- European Court of Justice

Decided 14 June 2012
- Full case name: Banco Español de Crédito SA v Joaquín Calderón Camino,
- Case: C-618/10
- CelexID: 62010CJ0618
- ECLI: ECLI:EU:C:2012:349
- Nationality of parties: Spanish

Court composition
- Advocate General Verica Trstenjak

Keywords
- Contract, remedies

= Banco Español de Crédito SA v Camino =

Banco Español de Crédito SA v Camino (2012) is a European Court of Justice (ECJ) case relevant to contract law, concerning the scope of consumer protection under the Unfair Terms Directive under EU law.

==Facts==
Calderon Camino borrowed €30,000 from Banesto to buy a car at 7.95% interest, and APR 8.89%, and 29% on late payments. Banesto claimed €29,381.95 for unpaid monthly repayments, interest and costs.

The court of first instance handling the case held the 29% rate to be automatically unfair, given that it was 20% above the nominal, fixing the rate instead at 19%. Banesto complained that the consumer had not asked for this, and said national law prevented a court assessing a term for unfairness on its own motion. The Barcelona Provincial Court referred the question to the ECJ.

==Judgment==
The European Court of Justice's First Chamber held that the court had the right and the duty to assess the fairness of a clause. However, it could not substitute an interest rate: it had to find the interest rate void, while leaving the rest of the contract intact.

The first question

38. By its first question, the referring court is essentially asking whether Directive 93/13 must be interpreted as precluding legislation of a Member State, such as that at issue in the main proceedings, which does not allow the court before which an application for an order for payment has been brought to assess of its own motion, in limine litis or at any other stage during the proceedings, whether a term relating to interest on late payments contained in a contract concluded between a seller or supplier and a consumer is unfair, in the case where that consumer has not lodged an objection.

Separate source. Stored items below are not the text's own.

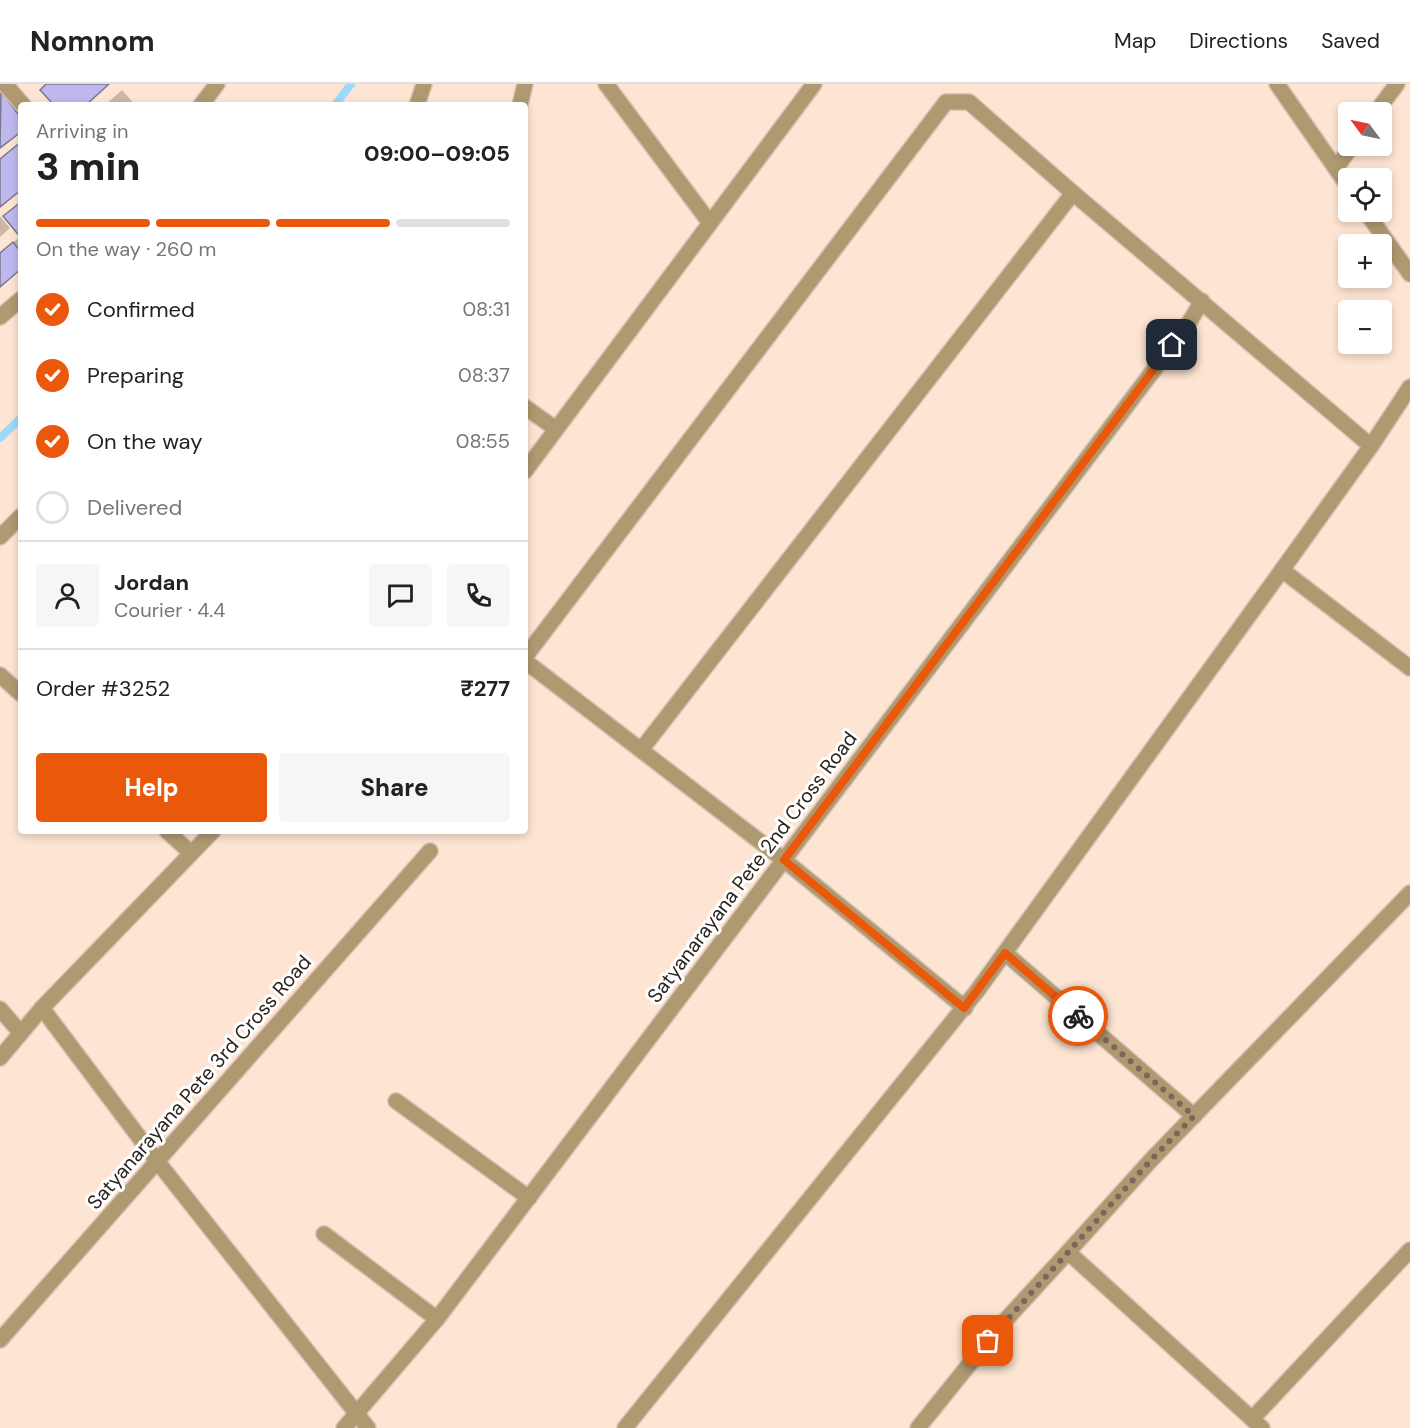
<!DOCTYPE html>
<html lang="en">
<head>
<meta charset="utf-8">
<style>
  body { margin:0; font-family:"DM Sans",sans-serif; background:#f6f6f6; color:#222; height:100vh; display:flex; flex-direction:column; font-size:22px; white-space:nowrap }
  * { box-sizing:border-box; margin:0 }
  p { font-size:20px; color:#767676 }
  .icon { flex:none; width:33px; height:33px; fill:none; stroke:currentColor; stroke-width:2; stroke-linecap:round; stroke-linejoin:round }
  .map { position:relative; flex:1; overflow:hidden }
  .side { position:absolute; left:18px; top:18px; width:510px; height:732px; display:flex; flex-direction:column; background:#fff; border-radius:6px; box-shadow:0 3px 9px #0003 }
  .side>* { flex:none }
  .needle { width:39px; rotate:303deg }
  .buttons { position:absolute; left:1338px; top:18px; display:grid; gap:12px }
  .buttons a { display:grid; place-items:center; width:54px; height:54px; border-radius:6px; background:#fff; box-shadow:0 3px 9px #0003; font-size:30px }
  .pin { position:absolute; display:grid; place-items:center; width:51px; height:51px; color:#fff; margin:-26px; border-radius:12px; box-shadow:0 3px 9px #0006 }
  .courier { position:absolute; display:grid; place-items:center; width:60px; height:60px; margin:-30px; border:4px solid #ea580c; border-radius:50%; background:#fff; color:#222; box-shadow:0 2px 8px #0007 }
  .summary em { font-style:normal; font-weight:800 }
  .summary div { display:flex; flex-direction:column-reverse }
  .summary { display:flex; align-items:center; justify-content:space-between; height:102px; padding:0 18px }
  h1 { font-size:39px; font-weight:800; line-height:45px }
  .bar { display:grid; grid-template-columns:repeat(4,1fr); gap:9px 6px; align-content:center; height:72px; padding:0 18px }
  .bar i { height:8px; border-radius:4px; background:#e0e0e0 }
  .bar .current { background:#ea580c }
  .bar p { grid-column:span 4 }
  .line { display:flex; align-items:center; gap:15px; padding:0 18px; border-top:2px solid #e0e0e0 }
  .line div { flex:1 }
  .round { display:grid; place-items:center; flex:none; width:63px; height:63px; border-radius:6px; background:#f6f6f6 }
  ol { padding:0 18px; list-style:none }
  li { display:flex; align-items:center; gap:18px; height:66px }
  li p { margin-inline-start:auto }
  li .icon { padding:6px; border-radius:50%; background:#ea580c; color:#fff; stroke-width:4 }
  li:last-child { color:#767676 }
  li i { width:33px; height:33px; border:3px solid #e0e0e0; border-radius:50% }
  .cta { display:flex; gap:12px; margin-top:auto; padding:12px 18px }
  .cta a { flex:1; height:69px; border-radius:6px; background:#ea580c; color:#fff; font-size:24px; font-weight:800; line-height:69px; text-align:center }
  .cta a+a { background:#f6f6f6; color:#222 }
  header { display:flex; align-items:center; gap:36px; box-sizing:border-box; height:84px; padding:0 30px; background:#fff; border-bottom:2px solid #e0e0e0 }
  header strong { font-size:28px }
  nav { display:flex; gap:33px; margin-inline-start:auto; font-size:21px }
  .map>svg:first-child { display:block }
  .shadow { fill:#0003 }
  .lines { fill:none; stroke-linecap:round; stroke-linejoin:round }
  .stream { stroke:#9dd9f9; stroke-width:8 }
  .building { fill:#beb8ee; stroke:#7a7890; stroke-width:1.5 }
  .minor-casing { stroke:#d8c2b2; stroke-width:18 }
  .tertiary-casing { stroke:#d8c2b2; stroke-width:18 }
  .minor { stroke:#ae9971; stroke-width:15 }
  .tertiary { stroke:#ae9971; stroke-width:15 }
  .done { stroke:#76685d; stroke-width:6; stroke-dasharray:0 10.8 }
  .route { stroke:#ea580c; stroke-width:8 }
  .labels { text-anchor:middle; stroke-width:6; stroke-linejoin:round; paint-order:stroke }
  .street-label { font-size:20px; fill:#2d241d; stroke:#fff }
</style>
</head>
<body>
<header>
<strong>Nomnom</strong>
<nav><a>Map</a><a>Directions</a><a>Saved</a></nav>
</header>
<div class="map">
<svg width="1410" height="1344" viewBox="0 0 1410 1344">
  <rect width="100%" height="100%" fill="#fee5d3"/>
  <!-- shadow -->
  <g class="shadow">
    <polygon points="9,1 21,21 21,46 0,62 0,8"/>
    <polygon points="122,6 135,21 105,21"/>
    <polygon points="21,118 21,184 0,201 0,169 21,152 5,132"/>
    <polygon points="0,132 10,144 0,153"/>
  </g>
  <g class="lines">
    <!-- stream -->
    <g class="stream">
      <polyline points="335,21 351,0"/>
      <polyline points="0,354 21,334"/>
    </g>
  </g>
  <!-- building -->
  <g class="building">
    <polygon points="46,0 109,0 86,21 54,21 40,6"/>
    <polygon points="1,7 21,34 21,48 0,64"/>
    <polygon points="21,58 21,106 0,123 0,75"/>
    <polygon points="21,118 21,154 3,132"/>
    <polygon points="13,158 21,168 21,185 0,203 0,169"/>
  </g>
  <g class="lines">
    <!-- minor casing -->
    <g class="minor-casing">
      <g id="minor">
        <polyline points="5,0 23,21"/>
        <polyline points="606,0 710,139"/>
        <polyline points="1277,0 1348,102"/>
        <polyline points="201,21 217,0"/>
        <polyline points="417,21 424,0"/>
        <polyline points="520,21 525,0"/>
        <polyline points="1376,28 1397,0"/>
        <polyline points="1336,84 1352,62"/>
        <polyline points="1366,128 1410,190"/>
        <polyline points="0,233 21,215"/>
        <polyline points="525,323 556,345"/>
        <polyline points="525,387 814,0"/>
        <polyline points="0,453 21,432"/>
        <polyline points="1282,486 1410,584"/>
        <polyline points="525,573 946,18 969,18 1073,109 1371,362"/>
        <polyline points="525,577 784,776 965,924"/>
        <polyline points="0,591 21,610"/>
        <polyline points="641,666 1073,109"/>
        <polyline points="167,747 191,769"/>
        <polyline points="1005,869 1194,1032"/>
        <polyline points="42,924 157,1077 368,1344"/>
        <polyline points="0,925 21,949"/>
        <polyline points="0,974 42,924 213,747"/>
        <polyline points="396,1017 529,1114"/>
        <polyline points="324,1150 437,1235"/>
        <polyline points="1068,1168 1152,1075 1410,809"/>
        <polyline points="0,1256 430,767"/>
        <polyline points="1252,1335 1410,1166"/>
        <polyline points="344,1344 437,1235 1187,242 1202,217"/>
        <polyline points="625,1344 977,907 1282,486 1371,362 1410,303"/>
      </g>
    </g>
    <!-- tertiary casing -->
    <g class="tertiary-casing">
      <polyline id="tertiary" points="918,1344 1001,1241 1068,1168 1262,1344"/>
    </g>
    <!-- minor -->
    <use href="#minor" class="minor"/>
    <!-- tertiary -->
    <use href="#tertiary" class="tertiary"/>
  </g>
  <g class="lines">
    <!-- done -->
    <polyline class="done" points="988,1257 1152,1075 1194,1032 1078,932"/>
    <!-- route -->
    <polyline class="route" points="1078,932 1005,869 964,924 784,776 1172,261"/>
  </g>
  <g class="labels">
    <!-- street labels -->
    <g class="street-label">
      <text transform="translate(752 783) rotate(-53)" y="7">Satyanarayana Pete 2nd Cross Road</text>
      <text transform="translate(199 998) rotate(-49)" y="7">Satyanarayana Pete 3rd Cross Road</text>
    </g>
  </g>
</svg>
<div class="buttons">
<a><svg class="needle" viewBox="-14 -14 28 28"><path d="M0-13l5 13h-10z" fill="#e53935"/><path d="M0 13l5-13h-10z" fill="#767676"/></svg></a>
<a><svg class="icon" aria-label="locate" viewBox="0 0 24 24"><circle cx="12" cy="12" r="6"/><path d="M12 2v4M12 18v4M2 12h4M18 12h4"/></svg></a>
<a>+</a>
<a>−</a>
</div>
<div class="pin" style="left:988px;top:1257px;background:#ea580c"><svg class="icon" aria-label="bag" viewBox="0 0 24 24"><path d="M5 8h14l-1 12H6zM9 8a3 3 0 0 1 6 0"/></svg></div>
<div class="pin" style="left:1172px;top:261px;background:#1f2937"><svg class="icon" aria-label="home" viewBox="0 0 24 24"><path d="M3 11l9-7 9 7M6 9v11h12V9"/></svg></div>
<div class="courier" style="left:1078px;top:932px"><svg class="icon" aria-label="bike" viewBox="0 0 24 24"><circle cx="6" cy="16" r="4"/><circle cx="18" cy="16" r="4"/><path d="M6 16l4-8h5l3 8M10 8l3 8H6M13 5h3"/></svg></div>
<section class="side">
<div class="summary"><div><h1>3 min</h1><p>Arriving in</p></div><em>09:00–09:05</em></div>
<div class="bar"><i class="current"></i><i class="current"></i><i class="current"></i><i></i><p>On the way · 260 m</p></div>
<ol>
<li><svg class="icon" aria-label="check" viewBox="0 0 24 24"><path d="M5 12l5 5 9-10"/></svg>Confirmed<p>08:31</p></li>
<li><svg class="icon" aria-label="check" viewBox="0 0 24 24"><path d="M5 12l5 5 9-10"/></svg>Preparing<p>08:37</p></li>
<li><svg class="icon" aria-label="check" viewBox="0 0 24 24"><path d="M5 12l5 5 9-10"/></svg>On the way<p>08:55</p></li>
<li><i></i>Delivered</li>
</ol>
<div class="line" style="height:108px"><a class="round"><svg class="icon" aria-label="person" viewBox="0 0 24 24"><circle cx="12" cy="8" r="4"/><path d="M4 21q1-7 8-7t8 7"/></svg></a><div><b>Jordan</b><p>Courier · 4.4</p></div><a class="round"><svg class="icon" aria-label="chat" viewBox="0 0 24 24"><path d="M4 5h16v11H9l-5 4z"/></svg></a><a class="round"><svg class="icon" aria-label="phone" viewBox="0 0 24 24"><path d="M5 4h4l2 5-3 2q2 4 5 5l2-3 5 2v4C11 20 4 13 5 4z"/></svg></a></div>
<div class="line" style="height:78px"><div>Order #3252</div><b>₹277</b></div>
<div class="cta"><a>Help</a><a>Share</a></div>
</section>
</div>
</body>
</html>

39. For the purpose of replying to that question, it is appropriate to note, first, that the system of protection introduced by Directive 93/13 is based on the idea that the consumer is in a weak position vis-à-vis the seller or supplier, as regards both his bargaining power and his level of knowledge. This leads to the consumer agreeing to terms drawn up in advance by the seller or supplier without being able to influence the content of those terms (Joined Cases C-240/98 to C-244/98 Océano Grupo Editorial and Salvat Editores [2000] ECR I-4941, paragraph 25; Case C-168/05 Mostaza Claro [2006] ECR I-10421, paragraph 25; and Case C-40/08 Asturcom Telecomunicaciones [2009] ECR I-9579, paragraph 29).

40. As regards that weaker position, Article 6(1) of Directive 93/13 provides that unfair terms are not binding on the consumer. As is apparent from the case-law, that is a mandatory provision which aims to replace the formal balance which the contract establishes between the rights and obligations of the parties with an effective balance which re-establishes equality between them (see Mostaza Claro, paragraph 36; Asturcom Telecomunicaciones, paragraph 30; Case C-137/08 VB Pénzügyi Lízing [2010] ECR I-10847, paragraph 47; and C-453/10 Pereničová and Perenič [2012] ECR, paragraph 28).

41. In order to guarantee the protection intended by Directive 93/13, the Court has already stated on several occasions that the imbalance which exists between the consumer and the seller or supplier may be corrected only by positive action unconnected with the actual parties to the contract (see Océano Grupo Editorial and Salvat Editores, paragraph 27; Mostaza Claro, paragraph 26; Asturcom Telecomunicaciones, paragraph 31; and VB Pénzügyi Lízing, paragraph 48).

42. It is in the light of those principles that the Court has therefore held that the national court is required to assess of its own motion whether a contractual term falling within the scope of Directive 93/13 is unfair, compensating in this way for the imbalance which exists between the consumer and the seller or supplier (see, to that effect, Mostaza Claro, paragraph 38; Case C-243/08 Pannon GSM [2009] ECR I-4713, paragraph 31; Asturcom Telecomunicaciones, paragraph 32; and VB Pénzügyi Lízing, paragraph 49).

[...]

69. In that context, it is clear, as the Advocate General observed in points 86 to 88 of her Opinion, that, if it were open to the national court to revise the content of unfair terms included in such contracts, such a power would be liable to compromise attainment of the long-term objective of Article 7 of Directive 93/13. That power would contribute to eliminating the dissuasive effect on sellers or suppliers of the straightforward non-application with regard to the consumer of those unfair terms (see, to that effect, the order in Pohotovost’, paragraph 41 and the case-law cited), in so far as those sellers or suppliers would remain tempted to use those terms in the knowledge that, even if they were declared invalid, the contract could nevertheless be modified, to the extent necessary, by the national court in such a way as to safeguard the interest of those sellers or suppliers.